*WHAT NEEDS TO BE DONE*
What is needed is an exact copy of the lines from the start of the records below through the line with "display:flex; gap:12px; padding:18px", without the pictures.

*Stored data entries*
__________

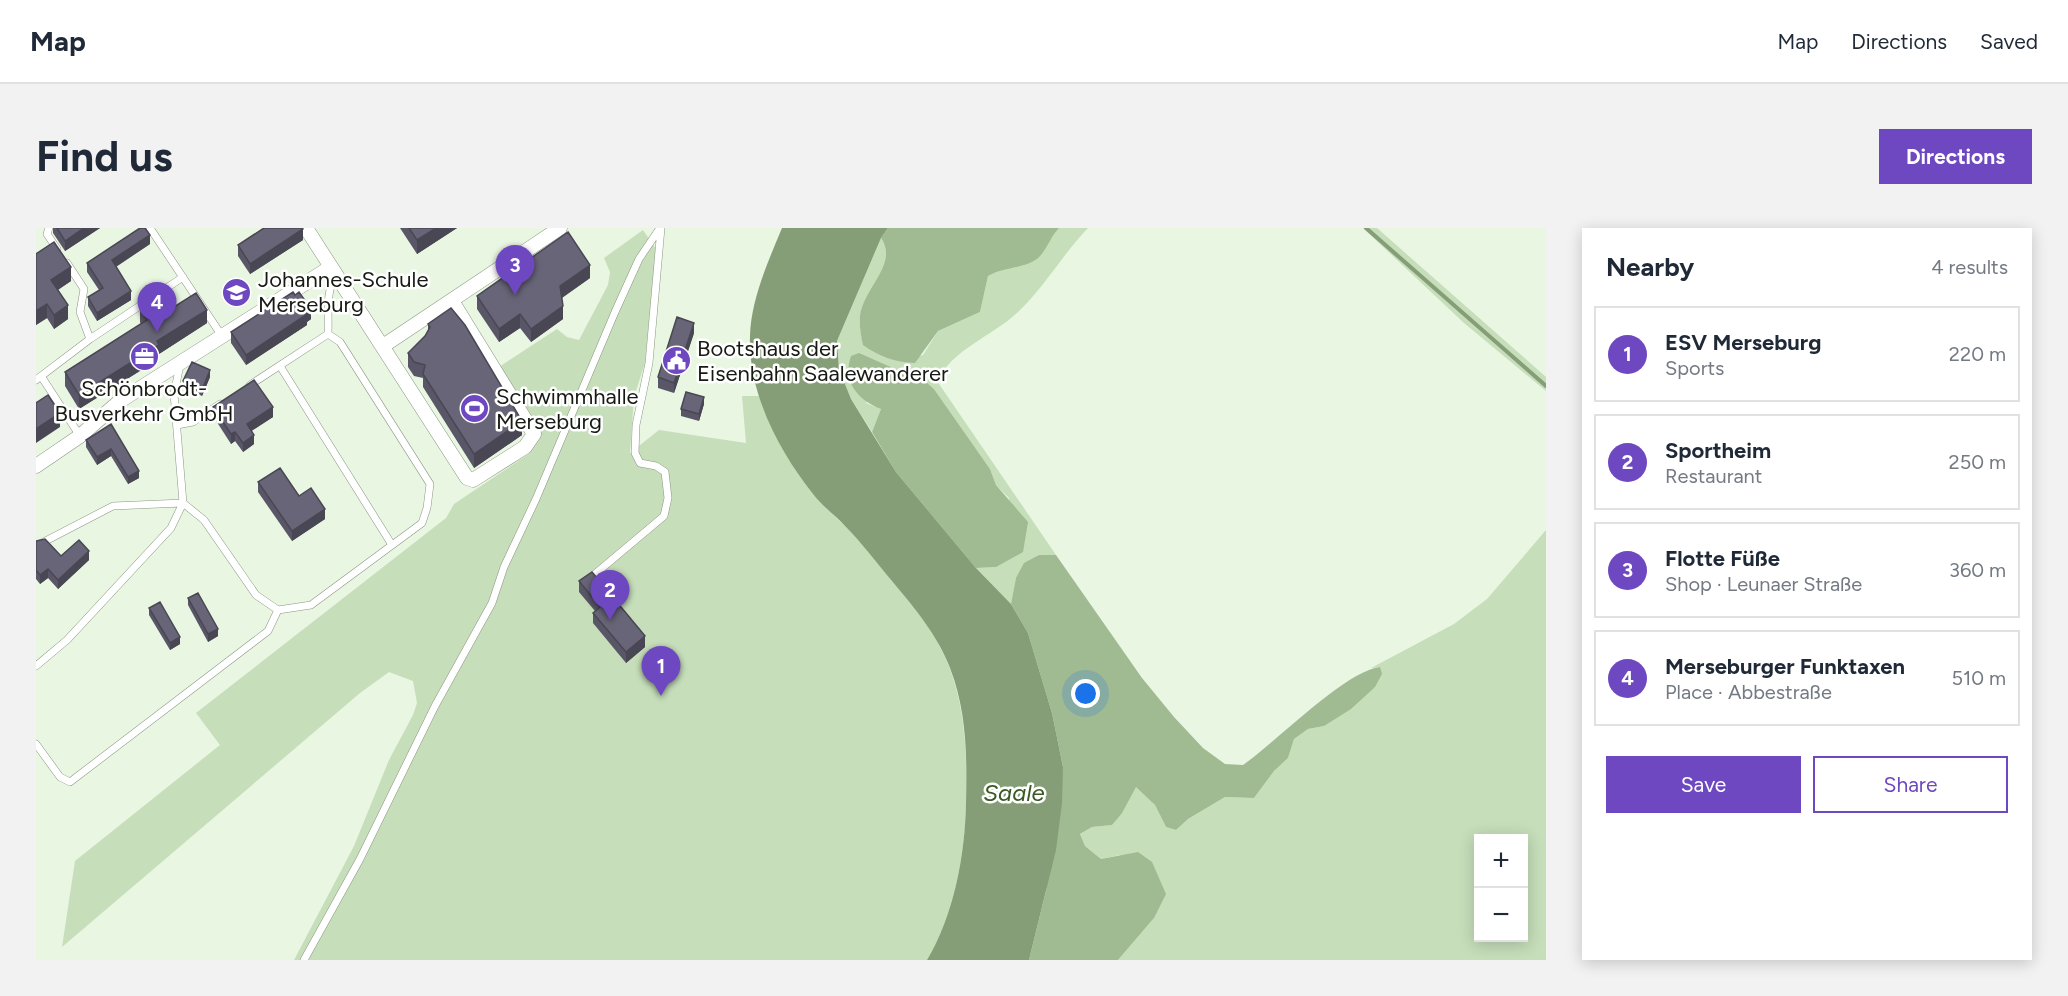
<!DOCTYPE html>
<html lang="en">
<head>
<meta charset="utf-8">
<style>
	body { margin:0; font-family:Figtree,sans-serif; background:#f2f2f3; color:#1f2937 }
	.controls { position:absolute; right:18px; bottom:18px; display:grid; overflow:hidden; border-radius:0px; box-shadow:0 3px 15px #0003 }
	.controls button { width:54px; height:54px; display:grid; place-items:center; padding:0; border:0; border-bottom:2px solid #e0e1e3; background:#fff; color:#1f2937; font:30px sans-serif }
	.you { position:absolute; left:1050px; top:466px; width:21px; height:21px; margin:-15px; border:4px solid #fff; border-radius:50%; background:#1a73e8; box-shadow:0 0 0 9px #1a73e833 }
	.badge { display:grid; place-items:center; width:39px; height:39px; border-radius:50%; background:#6e48c0; color:#fff; font-size:20px; font-weight:700 }
	.pin { position:absolute; translate:-50% -50px; filter:drop-shadow(0 2px 3px #0008) }
	.pin::after { content:''; position:absolute; top:32px; width:21px; height:18px; background:inherit; clip-path:polygon(0 0,100% 0,50% 100%) }
	.list { margin:0; padding:0; list-style:none }
	h2 { display:flex; justify-content:space-between; align-items:center; height:78px; margin:0; padding:0 24px; font-size:26px }
	h2 small { font-size:20px; font-weight:400; color:#747a83 }
	.list li { display:grid; grid-template-columns:39px 1fr auto; gap:18px; align-items:center; box-sizing:border-box; height:96px; margin:0 12px 12px; padding:0 12px; border:2px solid #e0e1e3; border-radius:0px }
	.list b { display:block; font-size:22px; white-space:nowrap }
	.list p { margin:0; font-size:20px; white-space:nowrap; color:#747a83 }
	.list em { font-size:20px; font-style:normal; color:#747a83 }
	.actions { display:flex; gap:12px; padding:18px 24px }
	.actions a { flex:1; padding:14px 0; border:2px solid #6e48c0; border-radius:0px; text-align:center; font-size:21px; color:#6e48c0 }
	.actions .main { background:#6e48c0; color:#fff }
	.map { position:relative; flex:none; width:1510px; height:732px; overflow:hidden; border-radius:0px }
	header { display:flex; align-items:center; gap:36px; box-sizing:border-box; height:84px; padding:0 30px; background:#fff; border-bottom:2px solid #e0e1e3 }
	header strong { font-size:28px }
	nav { display:flex; gap:33px; margin-inline-start:auto; font-size:21px }
	.intro { display:flex; align-items:center; justify-content:space-between; box-sizing:border-box; height:144px; padding:0 36px }
	h1 { margin:0; font-size:42px }
	.button { padding:15px 27px; border-radius:0px; background:#6e48c0; color:#fff; font-size:21px; font-weight:700 }
	main { display:flex; gap:36px; padding:0 36px }
	aside { flex:1; background:#fff; border-radius:0px; box-shadow:0 3px 15px #0003 }
	.map>svg:first-child { display:block }
</style>
</head>
<body>
<header>
<strong>Map</strong>
<nav><a>Map</a><a>Directions</a><a>Saved</a></nav>
</header>
<div class="intro"><h1>Find us</h1><a class="button">Directions</a></div>
<main>
<div class="map">
<svg width="1510" height="732" viewBox="0 0 1510 732">
	<rect width="100%" height="100%" fill="#e9f6e2"/>
	<path fill="#c6deba" fill-rule="evenodd" d="M1023 0H1052C1026 27 1008 60 981 85 955 109 918 120 901 153L1020 327H1003L980 351 975 376 940 340 960 339 973 270 960 257 954 241 898 161 880 145 859 141 830 175 845 181 836 204 815 171 803 141 801 113 845 10C863 36 827 60 824 88 823 97 825 107 827 116 852 134 858 135 887 127L902 103 944 84 952 48C968 39 987 41 1001 31 1010 24 1015 8 1023 0Z
		M1327 0H1341L1510 149V163L1428 95Z
		M607 2 620 21 609 135 598 169 594 225 623 202 710 215 706 168H724C736 204 753 237 778 267 787 278 799 288 810 299 846 336 896 392 914 441 930 485 931 529 930 575 929 627 918 687 891 732H258L318 618 353 532 377 487 381 475 377 453 353 444 324 465 26 719 39 633 184 517 160 485 410 290 418 276 494 225 502 206 463 139 521 101 531 109 543 112 572 57 574 44 568 30Z
		M1510 302V732H1082L1118 690 1084 627 1065 631 1049 618 1044 606 1056 599 1076 597 1100 558 1119 577 1130 599 1140 602 1152 591 1189 569 1218 570 1238 543 1252 530 1258 511 1272 501 1288 498 1344 439 1335 440 1418 396 1451 371ZM1442 610H1488V710H1442Z"/>
	<path fill="#a0ba92" d="M852 0H1023C1015 8 1010 24 1001 31 987 41 968 39 952 48L944 84 902 103 879 135C858 134 844 129 827 117 825 108 823 97 824 88 827 60 863 36 845 10Z
		M823 125 859 141 880 145 898 161 954 241 960 257 992 294 987 324 960 339 940 340 860 244 836 204 845 181C822 172 806 154 815 128Z
		M1003 327H1020L1106 450 1138 489 1167 520 1189 536 1207 537C1239 515 1309 443 1344 439L1346 446 1339 459 1315 481 1288 498 1272 501 1258 511 1252 530 1238 543 1218 570 1189 569 1152 591 1140 602 1130 599 1119 577 1100 559 1086 585 1076 597 1056 599 1044 606 1049 618 1065 631 1102 624 1116 634 1130 666 1118 690 1082 732H993L1010 663 1027 539 1016 485 992 405 975 376 980 350 988 335Z"/>
	<path fill="#859e77" d="M746 0H852L845 10 801 113 803 141 815 171 860 244 940 340 975 376 992 405 1016 485 1027 539 1026 575 1020 622 993 732H891C918 687 929 627 930 575 931 529 931 484 914 440 902 408 878 379 856 353 841 335 826 315 809 298 799 287 786 278 777 266 743 223 712 165 714 108 715 71 732 34 746 0Z"/>
	<g fill="none" stroke-linecap="round" stroke-linejoin="round">
		<path stroke="#859e77" stroke-width="4" d="M1330 0 1510 158"/>
		<defs>
			<path id="service" d="M13 0 11 6 21 21
				M114 0 186 108
				M54 111 147 49
				M244 138 356 317
				M5 148 44 208
				M0 152 54 111 44 84 48 61 31 35
				M214 157 292 106
				M141 197 157 194 184 176
				M0 318 77 278 147 275 168 292 220 367 242 382 275 377 386 295 391 280 394 256 304 114 292 106C293 87 289 64 300 47
				M553 351 628 288 632 270 629 244 620 238 604 235 599 225 600 197 613 135 625 0
				M0 438 31 412 135 300 147 275 138 166 144 137
				M0 516 24 549 34 554 232 403 242 382
				M268 732 324 631 399 478 456 375 468 339 500 271 579 84 603 31 624 0"/>
			<path id="minor" d="M270 0 431 250 437 252 489 219 498 206 416 73
				M347 118 524 0
				M0 238 44 208 84 173 295 39"/>
		</defs>
		<use href="#service" stroke="#8a9683" stroke-width="8"/>
		<use href="#minor" stroke="#8a9683" stroke-width="15"/>
		<use href="#service" stroke="#fff" stroke-width="7"/>
		<use href="#minor" stroke="#fff" stroke-width="14"/>
	</g>
	<path fill="#595767" d="M17 0H64L29 23 17 5Z
		M364 0H421L381 26Z
		M267 12 214 46 202 28V17Z
		M114 16 80 39 95 72 61 93 52 78V69L63 62 51 44V35Z
		M0 26 35 53 22 62 32 91 18 101 11 90 0 97Z
		M554 50 526 70 527 91 495 114 484 100 463 114 441 81V68Z
		M259 67 275 91 271 94V97L210 137 195 115V104Z
		M104 80 130 84 171 95 123 126V131L43 181 29 158V144L105 96 104 94Z
		M392 96 486 207 438 240 387 159V150L378 148 372 139V125L389 108 392 103Z
		M658 105 638 165 622 160V149Z
		M174 149 166 168 147 159V153Z
		M668 176 663 193 645 188V181Z
		M177 179 237 189 215 203 218 216 207 224 199 213 195 216 177 188Z
		M75 196 103 250 92 256 75 228 61 237 50 219V212Z
		M222 254 263 268 289 291 256 313 222 264Z
		M0 313 25 328 53 332 22 361 12 350 4 356 0 351Z
		M543 353 609 419 590 435 557 395V385L559 383 543 364Z
		M152 370 182 408 172 414 152 377Z
		M113 380 144 416 134 422 113 387Z"/>
	<path fill="#494754" d="M48 0H64L29 23V13Z
		M400 0H421L381 26V12Z
		M267 1V12L214 46V36Z
		M114 7V16L76 41V32Z
		M554 37V50L524 71V58Z
		M35 39V53L15 66V52Z
		M95 63V72L61 93V85Z
		M11 76V90L0 97V83Z
		M32 77V91L18 101V87Z
		M527 78V91L495 114V101Z
		M275 81V91L271 94V97L210 137V127Z
		M171 82V95L123 126V131L43 181V167L121 113Z
		M484 86V100L463 114V101Z
		M658 95V105L638 165V155Z
		M174 142V149L166 168V162Z
		M668 169V176L663 193V186Z
		M237 179V189L211 206V196Z
		M24 185V199L0 215V201Z
		M486 193V207L438 240V226Z
		M199 204V213L195 216V206Z
		M218 207V216L207 224V215Z
		M75 221V228L61 237V229Z
		M103 243V250L92 256V249Z
		M289 281V291L256 313V303Z
		M53 323V332L22 361V352Z
		M12 341V350L4 356V347Z
		M182 401V408L172 414V406Z
		M609 408V419L590 435V424Z
		M144 409V416L134 422V415Z"/>
	<path fill="#686578" stroke="#494754" stroke-width="1.5" d="M21 0H48L29 13Z
		M104 0H109L114 7 76 32 95 63 61 85 52 69 67 60 51 35Z
		M228 0H266L267 1 214 36 202 17Z
		M373 0H400L381 12Z
		M532 4 554 37 524 58 527 78 495 101 484 86 463 101 441 68Z
		M18 14 35 39 15 52 32 77 18 87 11 76 0 83V26Z
		M257 64 259 67 263 64 275 81 270 84 271 86 210 127 195 104Z
		M160 65 171 82 121 113 123 117 43 167 29 144 111 92 104 80 120 70 130 84Z
		M415 80 429 97 486 193 438 226 387 146 389 137 378 134 372 125 389 108 394 99 392 96Z
		M641 89 658 95 638 155 622 149Z
		M156 134 174 142 166 162 147 153Z
		M218 152 237 179 211 196 218 207 207 215 199 204 195 206 177 179Z
		M650 164 668 169 663 186 645 181Z
		M12 167 24 185 0 201V175Z
		M75 196 103 243 92 249 75 221 61 229 50 212Z
		M244 240 263 268 275 260 289 281 256 303 222 254Z
		M9 311 25 328 43 312 53 323 22 352 12 341 4 347 0 342V313Z
		M556 344 609 408 590 424 557 385 564 379 543 353Z
		M162 365 182 401 172 406 152 370Z
		M124 374 144 409 134 415 113 380Z"/>
	<defs>
		<symbol id="school-disc" viewBox="-11 -11 22 22"><circle r="9.5" fill="#6e48c0" stroke="#fff"/><path d="M0-5L7-2L0 1L-7-2ZM-4 1L0 2.5L4 1V4Q0 6-4 4Z" fill="#fff"/></symbol>
		<symbol id="office-disc" viewBox="-11 -11 22 22"><circle r="9.5" fill="#6e48c0" stroke="#fff"/><path d="M-6-3h4V-5.5h4V-3h4V5H-6ZM-1-4.5V-3h2v-1.5ZM-6 0V1H6V0Z" fill="#fff"/></symbol>
		<symbol id="civic-disc" viewBox="-11 -11 22 22"><circle r="9.5" fill="#6e48c0" stroke="#fff"/><path d="M-.6-6.5H3V-4.5H.6V-3L4-1V1h2V6H-6V1h2V-1L-.6-3ZM-1.2 2.5V6h2.4V2.5Z" fill="#fff"/></symbol>
		<symbol id="stadium-disc" viewBox="-11 -11 22 22"><circle r="9.5" fill="#6e48c0" stroke="#fff"/><path d="M0-5a6.5 5 0 1 0 0 10a6.5 5 0 1 0 0-10ZM-3.5-1.8h7v3.6h-7Z" fill="#fff"/></symbol>
	</defs>
	<g fill-rule="evenodd">
		<use href="#school-disc" x="184" y="48" width="33" height="33"/>
		<use href="#office-disc" x="92" y="112" width="33" height="33"/>
		<use href="#civic-disc" x="624" y="116" width="33" height="33"/>
		<use href="#stadium-disc" x="422" y="164" width="33" height="33"/>
	</g>
	<g text-anchor="middle" stroke-width="5" stroke-linejoin="round" paint-order="stroke">
		<g font-size="22" fill="#161a13" stroke="#fff" text-anchor="start">
			<text x="222" y="59">Johannes-Schule<tspan x="222" dy="25">Merseburg</tspan></text>
			<text x="661" y="128">Bootshaus der<tspan x="661" dy="25">Eisenbahn Saalewanderer</tspan></text>
			<text x="108" y="168" text-anchor="middle">Schönbrodt-<tspan x="108" dy="25">Busverkehr GmbH</tspan></text>
			<text x="460" y="176">Schwimmhalle<tspan x="460" dy="25">Merseburg</tspan></text>
		</g>
		<g font-size="24" font-style="italic" fill="#395a22" stroke="#fff">
			<text x="978" y="573">Saale</text>
		</g>
	</g>
</svg>
<div class="controls">
<button>+</button>
<button>−</button>
</div>
<div class="you"></div>
<div class="pin badge" style="left:625px;top:468px">1</div>
<div class="pin badge" style="left:574px;top:392px">2</div>
<div class="pin badge" style="left:479px;top:67px">3</div>
<div class="pin badge" style="left:121px;top:104px">4</div>
</div>
<aside>
<h2>Nearby<small>4 results</small></h2>
<ul class="list">
<li><span class="badge">1</span><div><b>ESV Merseburg</b><p>Sports</p></div><em>220 m</em></li>
<li><span class="badge">2</span><div><b>Sportheim</b><p>Restaurant</p></div><em>250 m</em></li>
<li><span class="badge">3</span><div><b>Flotte Füße</b><p>Shop · Leunaer Straße</p></div><em>360 m</em></li>
<li><span class="badge">4</span><div><b>Merseburger Funktaxen</b><p>Place · Abbestraße</p></div><em>510 m</em></li>
</ul>
<div class="actions"><a class="main">Save</a><a>Share</a></div>
</aside>
</main>
</body>
</html>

__________

*EXERCISE ANSWER*
<!DOCTYPE html>
<html lang="en">
<head>
<meta charset="utf-8">
<style>
	body { margin:0; font-family:Figtree,sans-serif; background:#f2f2f3; color:#1f2937 }
	.controls { position:absolute; right:18px; bottom:18px; display:grid; overflow:hidden; border-radius:0px; box-shadow:0 3px 15px #0003 }
	.controls button { width:54px; height:54px; display:grid; place-items:center; padding:0; border:0; border-bottom:2px solid #e0e1e3; background:#fff; color:#1f2937; font:30px sans-serif }
	.you { position:absolute; left:1050px; top:466px; width:21px; height:21px; margin:-15px; border:4px solid #fff; border-radius:50%; background:#1a73e8; box-shadow:0 0 0 9px #1a73e833 }
	.badge { display:grid; place-items:center; width:39px; height:39px; border-radius:50%; background:#6e48c0; color:#fff; font-size:20px; font-weight:700 }
	.pin { position:absolute; translate:-50% -50px; filter:drop-shadow(0 2px 3px #0008) }
	.pin::after { content:''; position:absolute; top:32px; width:21px; height:18px; background:inherit; clip-path:polygon(0 0,100% 0,50% 100%) }
	.list { margin:0; padding:0; list-style:none }
	h2 { display:flex; justify-content:space-between; align-items:center; height:78px; margin:0; padding:0 24px; font-size:26px }
	h2 small { font-size:20px; font-weight:400; color:#747a83 }
	.list li { display:grid; grid-template-columns:39px 1fr auto; gap:18px; align-items:center; box-sizing:border-box; height:96px; margin:0 12px 12px; padding:0 12px; border:2px solid #e0e1e3; border-radius:0px }
	.list b { display:block; font-size:22px; white-space:nowrap }
	.list p { margin:0; font-size:20px; white-space:nowrap; color:#747a83 }
	.list em { font-size:20px; font-style:normal; color:#747a83 }
	.actions { display:flex; gap:12px; padding:18px 24px }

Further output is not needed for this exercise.